» WHAT YOU HAVE TO DO
All of the data, word for word and free of pictures, is the expected result.

» PROVIDED DATA
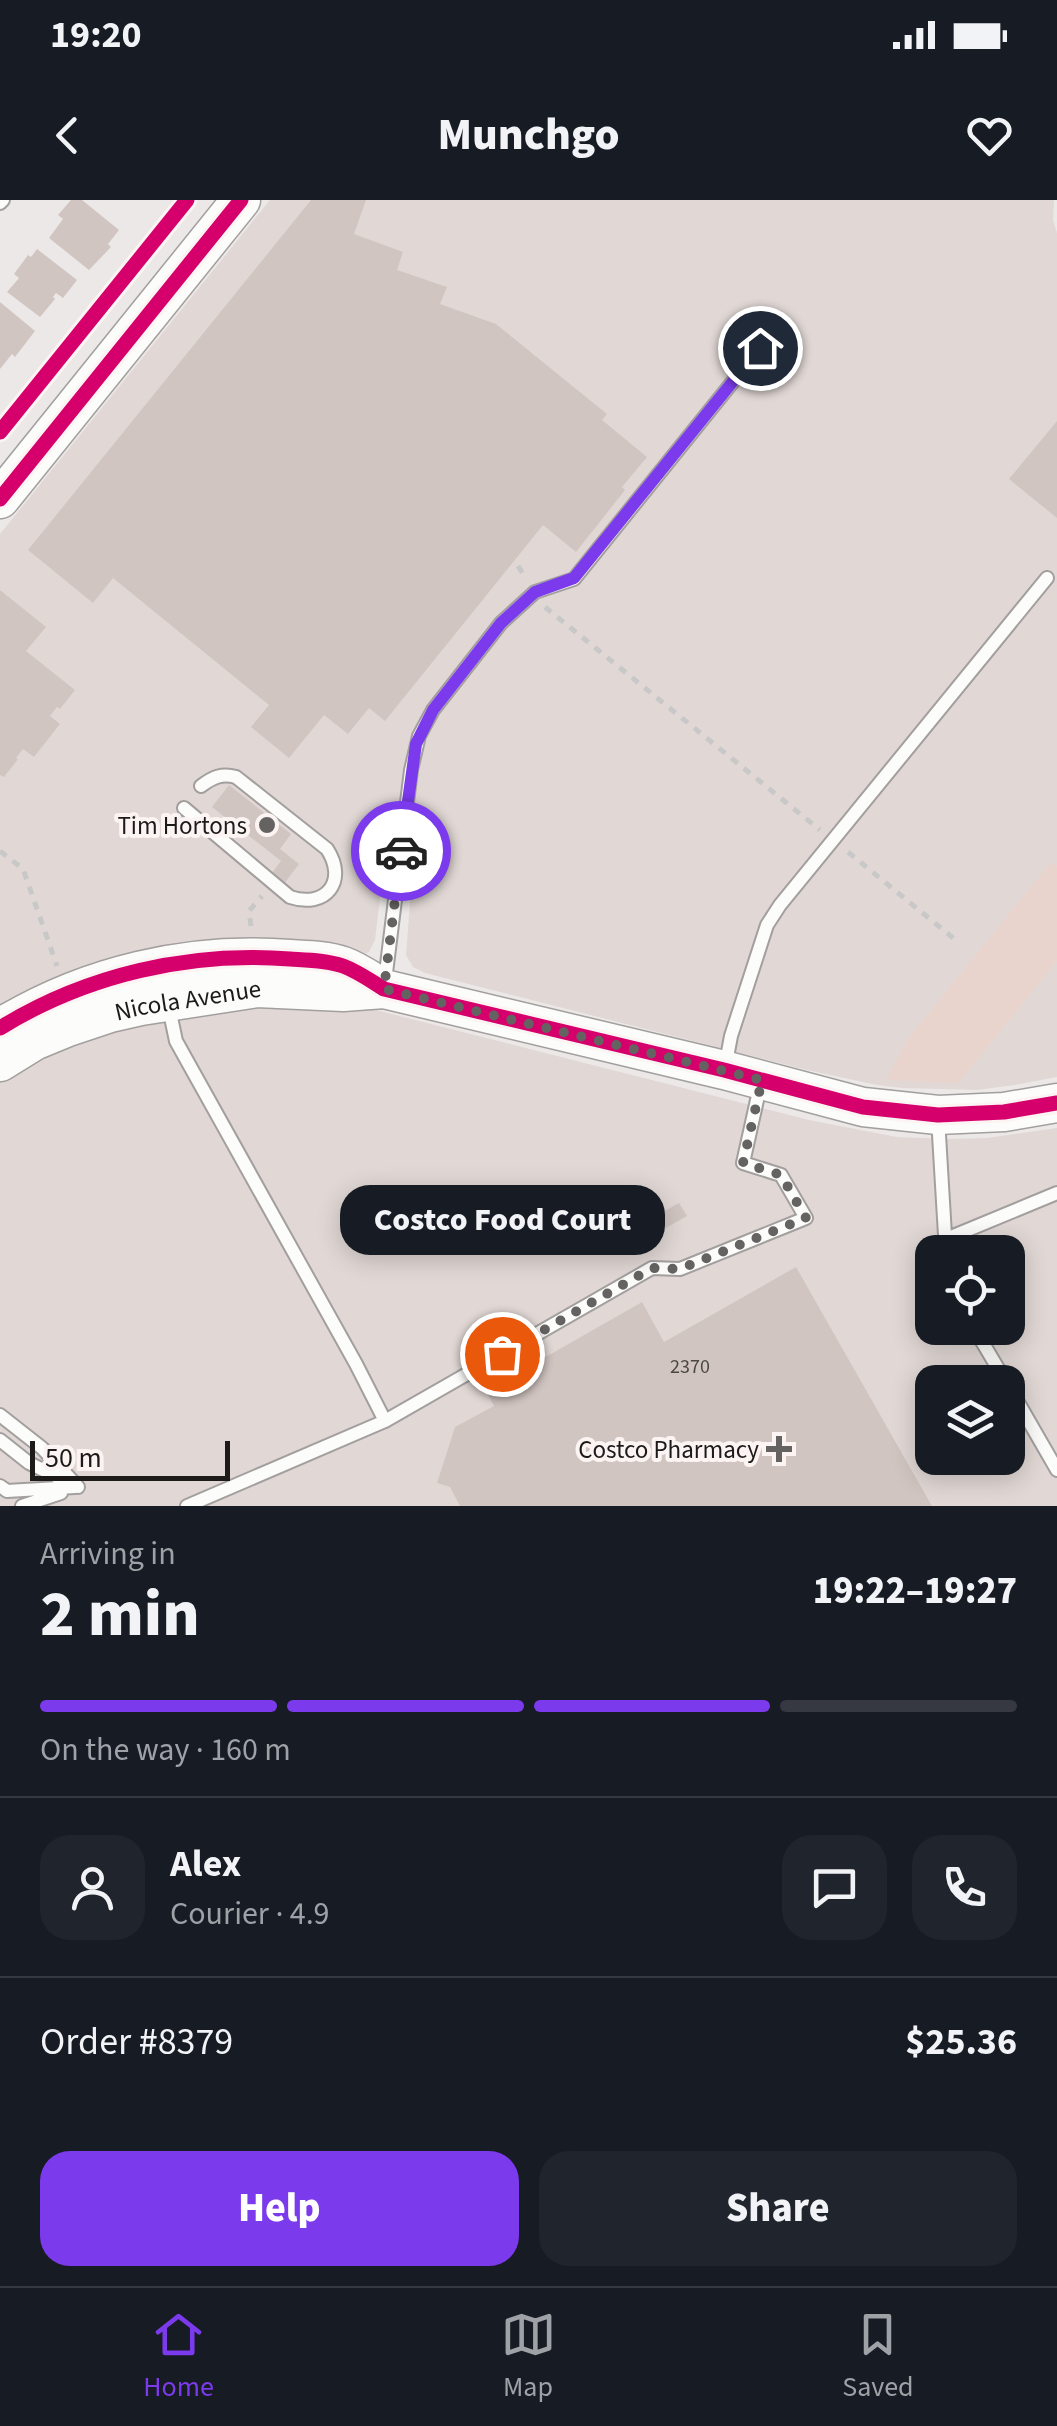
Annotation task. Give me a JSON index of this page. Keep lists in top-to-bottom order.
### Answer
{
  "streets": {
    "street": ["Nicola Avenue"]
  },
  "places": {
    "other": ["Tim Hortons", "Costco Food Court"],
    "health": ["Costco Pharmacy"]
  },
  "house_numbers": ["2370"],
  "scale_bar": "50 m",
  "page": {
    "status": "19:20",
    "header": "Munchgo",
    "bubble": "Costco Food Court",
    "scale": "50 m",
    "heading": ["2 min", "Arriving in", "19:22–19:27"],
    "panel": [
      "Alex",
      "Courier · 4.9",
      "Order #8379",
      "$25.36"
    ],
    "bar": "On the way · 160 m",
    "buttons": ["Help", "Share"],
    "tabs": ["Home", "Map", "Saved"]
  }
}
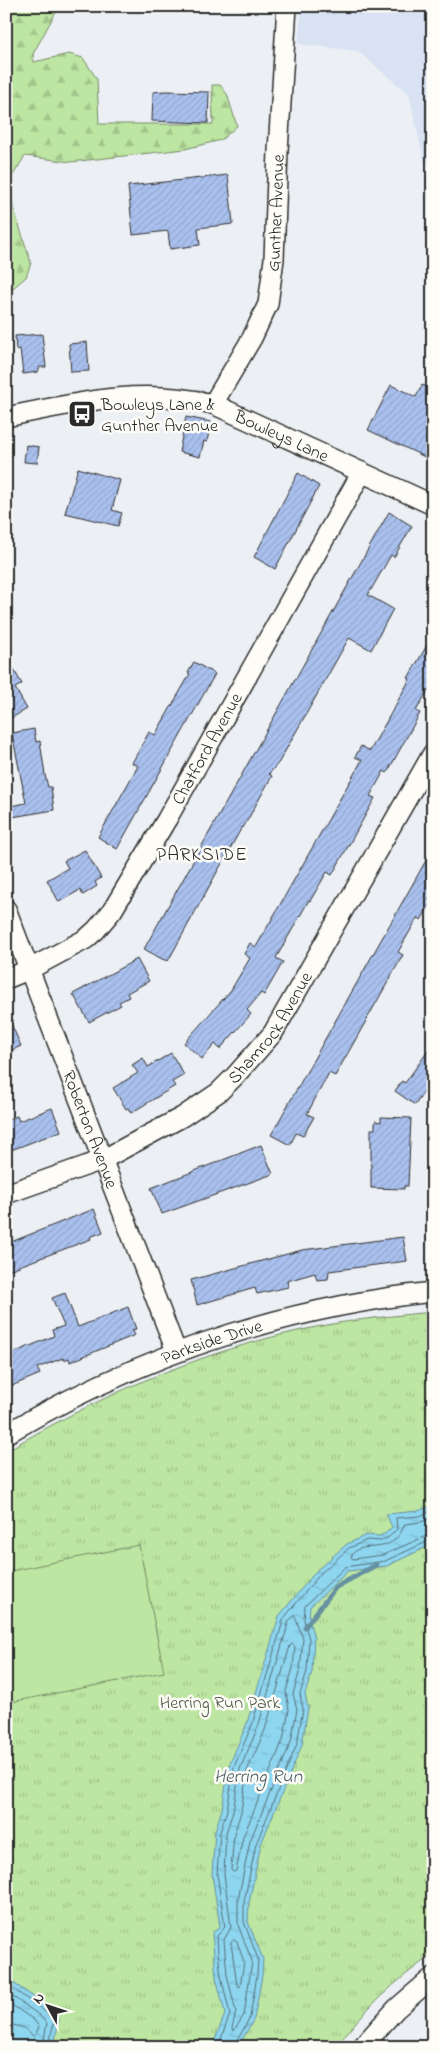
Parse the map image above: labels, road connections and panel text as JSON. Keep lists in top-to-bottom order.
{
  "streets": {
    "street": [
      "Gunther Avenue",
      "Bowleys Lane",
      "Chatford Avenue",
      "Shamrock Avenue",
      "Roberton Avenue",
      "Parkside Drive"
    ]
  },
  "crossings": [
    ["Gunther Avenue", "Bowleys Lane"],
    ["Bowleys Lane", "Chatford Avenue"],
    ["Chatford Avenue", "Roberton Avenue"],
    ["Shamrock Avenue", "Roberton Avenue"],
    ["Roberton Avenue", "Parkside Drive"]
  ],
  "districts": ["PARKSIDE"],
  "water": ["Herring Run"],
  "parks": ["Herring Run Park"],
  "places": {
    "bus stop": ["Bowleys Lane & Gunther Avenue"]
  },
  "north": "top left"
}
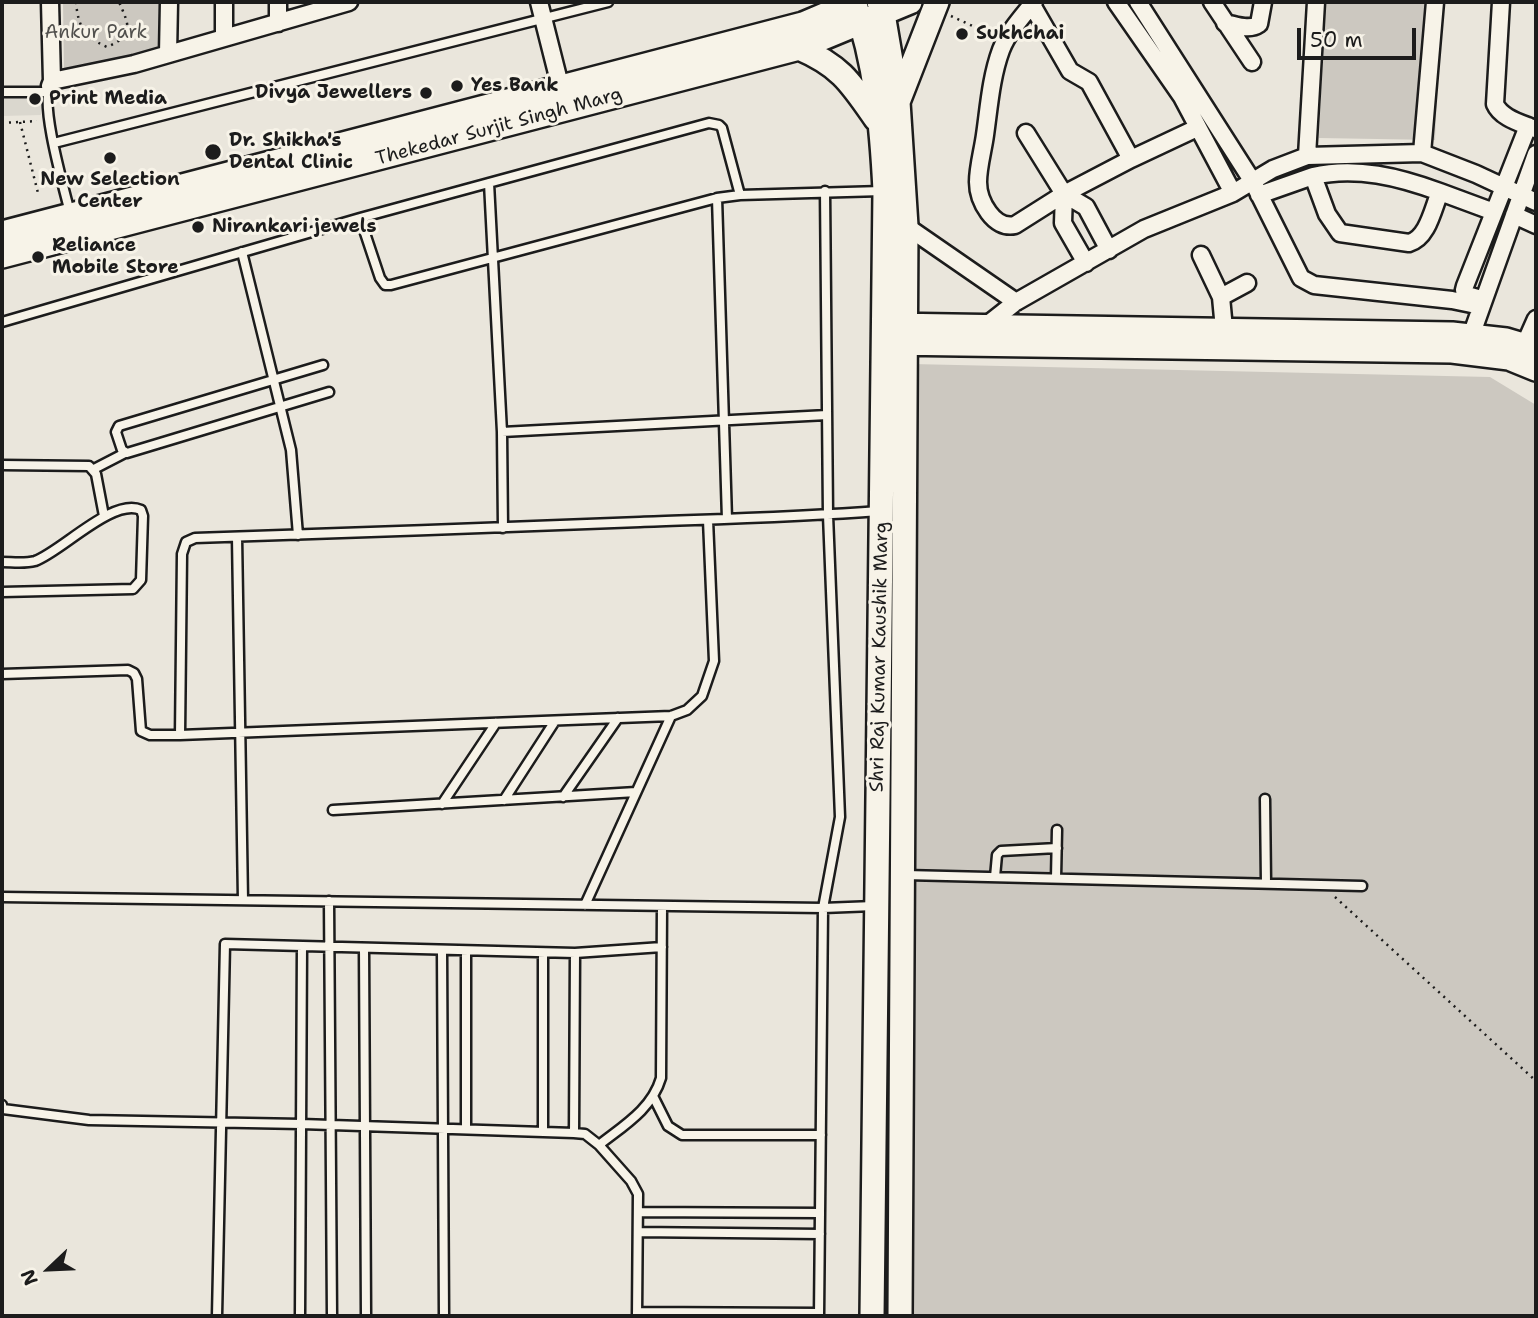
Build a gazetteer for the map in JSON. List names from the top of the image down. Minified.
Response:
{"streets":{"street":["Thekedar Surjit Singh Marg","Shri Raj Kumar Kaushik Marg"]},"crossings":[["Thekedar Surjit Singh Marg","Shri Raj Kumar Kaushik Marg"]],"parks":["Ankur Park"],"places":["Sukhchai","Yes Bank","Divya Jewellers","Print Media","Dr. Shikha's Dental Clinic","New Selection Center","Nirankari jewels","Reliance Mobile Store"],"scale_bar":"50 m","north":"bottom left"}
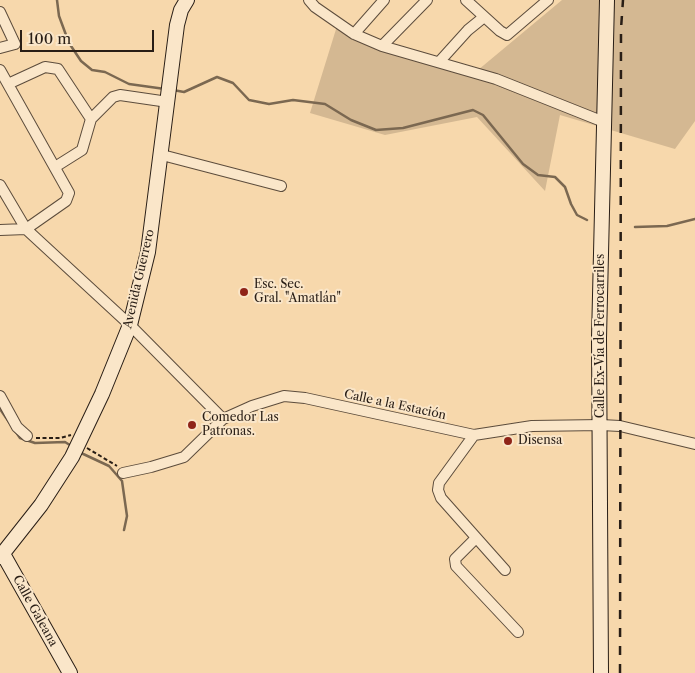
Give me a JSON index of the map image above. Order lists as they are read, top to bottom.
{
  "streets": {
    "main road": ["Avenida Guerrero", "Calle Ex-Vía de Ferrocarriles", "Calle Galeana"],
    "street": ["Calle a la Estación"]
  },
  "crossings": [
    ["Avenida Guerrero", "Calle Galeana"],
    ["Calle Ex-Vía de Ferrocarriles", "Calle a la Estación"]
  ],
  "places": ["Esc. Sec. Gral. \"Amatlán\"", "Comedor Las Patronas.", "Disensa"],
  "scale_bar": "100 m"
}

» SOLUTION BELOW
Annotation task. Give me a JSON index of this page. Keep lists in top-to-bottom order.
### Answer
{
  "streets": {
    "street": ["Nicola Avenue"]
  },
  "places": {
    "other": ["Tim Hortons", "Costco Food Court"],
    "health": ["Costco Pharmacy"]
  },
  "house_numbers": ["2370"],
  "scale_bar": "50 m",
  "page": {
    "status": "19:20",
    "header": "Munchgo",
    "bubble": "Costco Food Court",
    "scale": "50 m",
    "heading": ["2 min", "Arriving in", "19:22–19:27"],
    "panel": [
      "Alex",
      "Courier · 4.9",
      "Order #8379",
      "$25.36"
    ],
    "bar": "On the way · 160 m",
    "buttons": ["Help", "Share"],
    "tabs": ["Home", "Map", "Saved"]
  }
}
Parse the map image above: labels, road connections and panel text as JSON. Keep lists in top-to-bottom order.
{
  "streets": {
    "street": [
      "Gunther Avenue",
      "Bowleys Lane",
      "Chatford Avenue",
      "Shamrock Avenue",
      "Roberton Avenue",
      "Parkside Drive"
    ]
  },
  "crossings": [
    ["Gunther Avenue", "Bowleys Lane"],
    ["Bowleys Lane", "Chatford Avenue"],
    ["Chatford Avenue", "Roberton Avenue"],
    ["Shamrock Avenue", "Roberton Avenue"],
    ["Roberton Avenue", "Parkside Drive"]
  ],
  "districts": ["PARKSIDE"],
  "water": ["Herring Run"],
  "parks": ["Herring Run Park"],
  "places": {
    "bus stop": ["Bowleys Lane & Gunther Avenue"]
  },
  "north": "top left"
}
Build a gazetteer for the map in JSON. List names from the top of the image down. Minified.
Response:
{"streets":{"street":["Thekedar Surjit Singh Marg","Shri Raj Kumar Kaushik Marg"]},"crossings":[["Thekedar Surjit Singh Marg","Shri Raj Kumar Kaushik Marg"]],"parks":["Ankur Park"],"places":["Sukhchai","Yes Bank","Divya Jewellers","Print Media","Dr. Shikha's Dental Clinic","New Selection Center","Nirankari jewels","Reliance Mobile Store"],"scale_bar":"50 m","north":"bottom left"}
Give me a JSON index of the map image above. Order lists as they are read, top to bottom.
{
  "streets": {
    "main road": ["Avenida Guerrero", "Calle Ex-Vía de Ferrocarriles", "Calle Galeana"],
    "street": ["Calle a la Estación"]
  },
  "crossings": [
    ["Avenida Guerrero", "Calle Galeana"],
    ["Calle Ex-Vía de Ferrocarriles", "Calle a la Estación"]
  ],
  "places": ["Esc. Sec. Gral. \"Amatlán\"", "Comedor Las Patronas.", "Disensa"],
  "scale_bar": "100 m"
}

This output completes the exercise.